The code to implement this model can be found in Keras Found in document , It needs to be right Keras The library has a deeper understanding , And development is much more complicated :https://blog.keras.io/a-ten-minute-introduction-to-sequence-to-sequence-learning-in-keras.html
Link to the original text :https://towardsdatascience.com/how-to-build-an-encoder-decoder-translation-model-using-lstm-with-python-and-keras-a31e9d864b9b
Welcome to join us AI Blog station : http://panchuang.net/
sklearn Machine learning Chinese official documents : http://sklearn123.com/
Welcome to pay attention to pan Chuang blog resource summary station : http://docs.panchuang.net/
版权声明
本文为[Artificial intelligence meets pioneer]所创,转载请带上原文链接,感谢
边栏推荐
- Word segmentation, naming subject recognition, part of speech and grammatical analysis in natural language processing
- Programmer introspection checklist
- Analysis of partial source codes of qthread
- Wiremock: a powerful tool for API testing
- 嘗試從零開始構建我的商城 (二) :使用JWT保護我們的資訊保安,完善Swagger配置
- 零基础打造一款属于自己的网页搜索引擎
- EOS创始人BM: UE,UBI,URI有什么区别?
- Character string and memory operation function in C language
- (2)ASP.NET Core3.1 Ocelot路由
- Analysis of etcd core mechanism
猜你喜欢
What is the side effect free method?
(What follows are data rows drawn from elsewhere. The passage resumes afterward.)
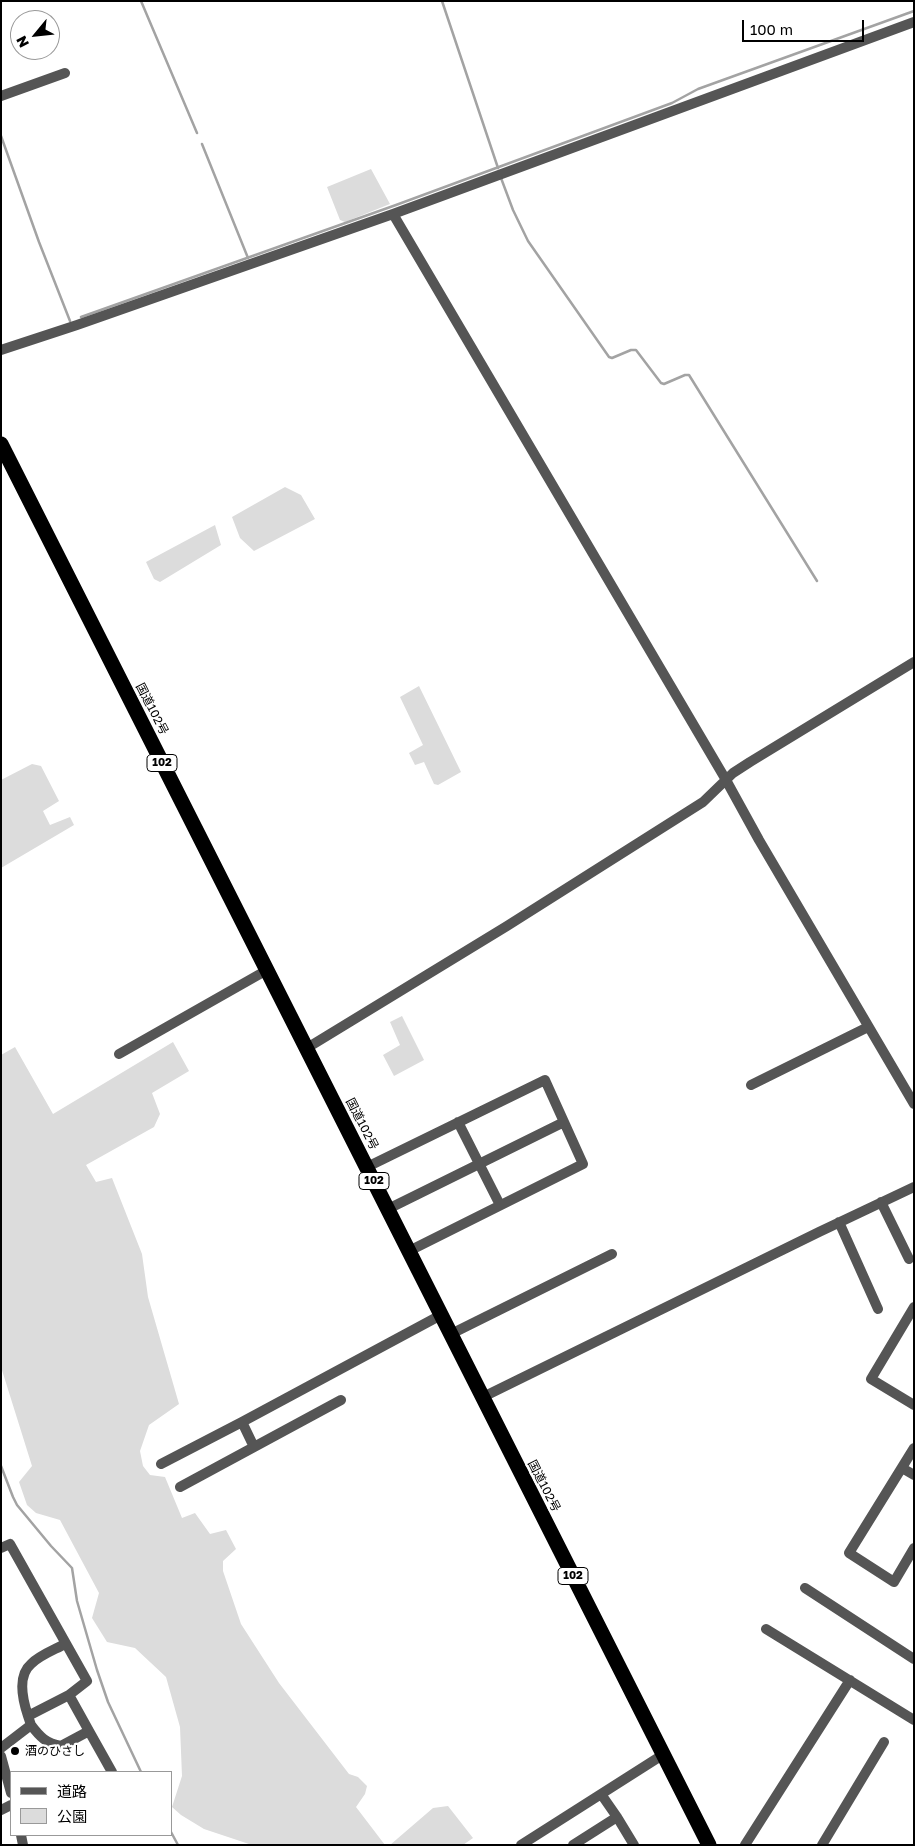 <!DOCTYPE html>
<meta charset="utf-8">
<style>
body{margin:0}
#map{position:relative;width:915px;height:1846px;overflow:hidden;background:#fff;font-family:"Golos Text","Noto Sans JP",sans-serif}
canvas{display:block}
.frame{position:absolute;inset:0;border:2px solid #000;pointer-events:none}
.legend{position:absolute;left:10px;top:1771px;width:162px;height:65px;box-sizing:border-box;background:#fff;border:1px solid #999;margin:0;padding:6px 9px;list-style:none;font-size:15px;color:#000}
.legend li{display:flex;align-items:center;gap:10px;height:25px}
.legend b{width:25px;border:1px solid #999}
.north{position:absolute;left:10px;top:10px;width:50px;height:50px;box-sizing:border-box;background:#fff;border:1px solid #999;border-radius:50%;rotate:242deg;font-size:14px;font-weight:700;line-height:20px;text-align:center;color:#000}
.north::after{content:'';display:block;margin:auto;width:18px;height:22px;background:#000;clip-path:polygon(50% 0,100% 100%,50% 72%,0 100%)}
.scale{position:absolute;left:742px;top:20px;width:122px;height:22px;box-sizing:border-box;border:2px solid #000;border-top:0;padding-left:6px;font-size:15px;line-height:18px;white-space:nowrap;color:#000;-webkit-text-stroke:4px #fff;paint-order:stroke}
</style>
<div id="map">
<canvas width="915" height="1846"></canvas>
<div class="frame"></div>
<ul class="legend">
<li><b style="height:6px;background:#555"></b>道路</li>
<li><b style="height:14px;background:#dcdcdc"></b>公園</li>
</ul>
<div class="north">N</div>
<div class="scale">100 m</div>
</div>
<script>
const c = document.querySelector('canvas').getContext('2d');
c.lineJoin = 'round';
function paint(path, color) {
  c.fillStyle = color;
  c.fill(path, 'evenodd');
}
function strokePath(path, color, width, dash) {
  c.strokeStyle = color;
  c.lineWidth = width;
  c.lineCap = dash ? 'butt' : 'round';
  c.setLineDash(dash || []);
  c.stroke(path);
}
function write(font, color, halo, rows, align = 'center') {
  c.font = font + ' "Golos Text","Noto Sans JP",sans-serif';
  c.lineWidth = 4.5;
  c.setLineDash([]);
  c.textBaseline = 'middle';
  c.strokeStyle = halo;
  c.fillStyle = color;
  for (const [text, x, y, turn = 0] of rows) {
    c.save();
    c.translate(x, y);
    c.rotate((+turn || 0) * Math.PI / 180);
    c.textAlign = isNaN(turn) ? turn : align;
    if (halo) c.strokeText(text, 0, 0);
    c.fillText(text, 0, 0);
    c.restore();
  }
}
paint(new Path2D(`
 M371,169l19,35 -45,18 -5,-2 -13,-33z
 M285,487l16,8 14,24 -61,32 -14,-13 -8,-21z
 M215,525l6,20 -61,37 -6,-3 -8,-17z
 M419,686l42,86 -23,13 -4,-1 -10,-22 -9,3 -6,-12 14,-8 -23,-48z
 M32,764l9,2 18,35 -16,10 7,14 20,-8 4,8 -73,43v-88z
 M402,1016l22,44 -30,16 -11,-21 17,-10 -10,-23z
 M173,1042l16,29 -37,22 8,21 -6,13 -68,38 10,17 16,-4 30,76 6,43 31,107 -30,21 -9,26 3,15 7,9 15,2 17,41 13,-5 15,21 16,-4 10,19 -13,12v10l18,53 38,59 70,91 9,3 9,9 -2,8 -9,13 29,38h-133l-48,-16 -23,-14 -9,-8 10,-31 -2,-49 -14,-50 -31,-29 -28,-6 -15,-24 7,-25 -39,-73 -24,-7 -9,-8 -8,-23 13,-16 -31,-99v-312l14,-8 38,67z
 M448,1806l25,32 -10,7h-73l43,-37z`), '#dcdcdc');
strokePath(new Path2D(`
 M141,1l56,132
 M442,1l56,167
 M1,136l38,106 31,79
 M202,144l46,114
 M501,178l12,32 15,31 81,116 3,1 19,-8h5l25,33 3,1 21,-9h4l128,206
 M81,317l315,-112 276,-102 26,-14 216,-78
 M1,1466l12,31 4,8 34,41 21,22 5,33 20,69 11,32 33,70
 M171,1832l7,13`), '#a3a3a3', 2.5);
strokePath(new Path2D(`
 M1,96l64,-23
 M393,214l333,566 33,60 155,264
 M1,350l76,-25 316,-111 521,-192
 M307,1048l200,-122 196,-124 30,-29 17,-11 164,-100
 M119,1054l148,-84
 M751,1085l117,-58
 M458,1122l42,83
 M367,1167l178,-87 38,84 -174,87
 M881,1202l28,57
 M388,1209l176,-87
 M839,1222l39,87
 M914,1307l-43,72 43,26
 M451,1334l161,-80
 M483,1397l336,-165 95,-45
 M242,1422l12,25
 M914,1448l-65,105 45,29 20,-34
 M161,1464l81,-42 199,-107
 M902,1468l12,7
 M180,1487l161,-87
 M1,1548l9,-4 77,137 -18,14 -41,21 3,9 -30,23
 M805,1588l109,71
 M766,1629l148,91
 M28,1716c-5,-15 -11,-40 3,-52 9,-9 23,-14 34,-20
 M31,1725c9,12 15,18 30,21l28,-15 -20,-36
 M89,1731l23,41
 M1,1756l10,37
 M601,1794l16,23
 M1,1810l10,-5
 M21,1835l2,10
 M521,1845l143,-91
 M573,1845l44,-28 17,28
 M745,1845l105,-165
 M822,1845l62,-103`), '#555', 10);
strokePath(new Path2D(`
 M1,444l708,1401`), '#000', 15);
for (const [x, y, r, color] of [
 [15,1751,5,"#000"]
]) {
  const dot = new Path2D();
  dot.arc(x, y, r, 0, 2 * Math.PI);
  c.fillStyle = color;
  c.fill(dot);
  strokePath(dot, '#fff', 2);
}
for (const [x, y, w] of [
 [162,763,30],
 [374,1181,30],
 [573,1576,30]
]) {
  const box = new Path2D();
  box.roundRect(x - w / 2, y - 8.5, w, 17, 4);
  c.fillStyle = '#fff';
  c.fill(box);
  strokePath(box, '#000', 1);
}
write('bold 11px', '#000', null, [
 ["102",162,763],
 ["102",374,1181],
 ["102",573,1576]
]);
write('12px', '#000', '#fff', [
 ["国道102号",152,709,63],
 ["国道102号",362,1124,63],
 ["国道102号",544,1486,63]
]);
write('12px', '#000', '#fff', [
 ["酒のひさし",25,1751]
], 'left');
</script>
How to name it? - Mario
用一个例子理解JS函数的底层处理机制
PN8162 20W PD快充芯片,PD快充充电器方案
2019年的一个小目标,成为csdn的博客专家,纪念一下
JVM memory area and garbage collection
有了这个神器,快速告别垃圾短信邮件
华为云“四个可靠”的方法论
Python saves the list data
If PPT is drawn like this, can the defense of work report be passed?
I think it is necessary to write a general idempotent component
随机推荐
带你学习ES5中新增的方法
Don't go! Here is a note: picture and text to explain AQS, let's have a look at the source code of AQS (long text)
Skywalking series blog 2-skywalking using
Thoughts on interview of Ali CCO project team
Our best practices for writing react components
Group count - word length
How to become a data scientist? - kdnuggets
嘗試從零開始構建我的商城 (二) :使用JWT保護我們的資訊保安,完善Swagger配置
Did you blog today?
The difference between Es5 class and ES6 class
Solve the problem of database insert data garbled in PL / SQL developer
Save the file directly to Google drive and download it back ten times faster
Relationship between business policies, business rules, business processes and business master data - modern analysis
Summary of common string algorithms
Python Jieba segmentation (stuttering segmentation), extracting words, loading words, modifying word frequency, defining thesaurus
Filecoin主网上线以来Filecoin矿机扇区密封到底是什么意思
axios学习笔记(二):轻松弄懂XHR的使用及如何封装简易axios
深度揭祕垃圾回收底層,這次讓你徹底弄懂她
Do not understand UML class diagram? Take a look at this edition of rural love class diagram, a learn!
If PPT is drawn like this, can the defense of work report be passed?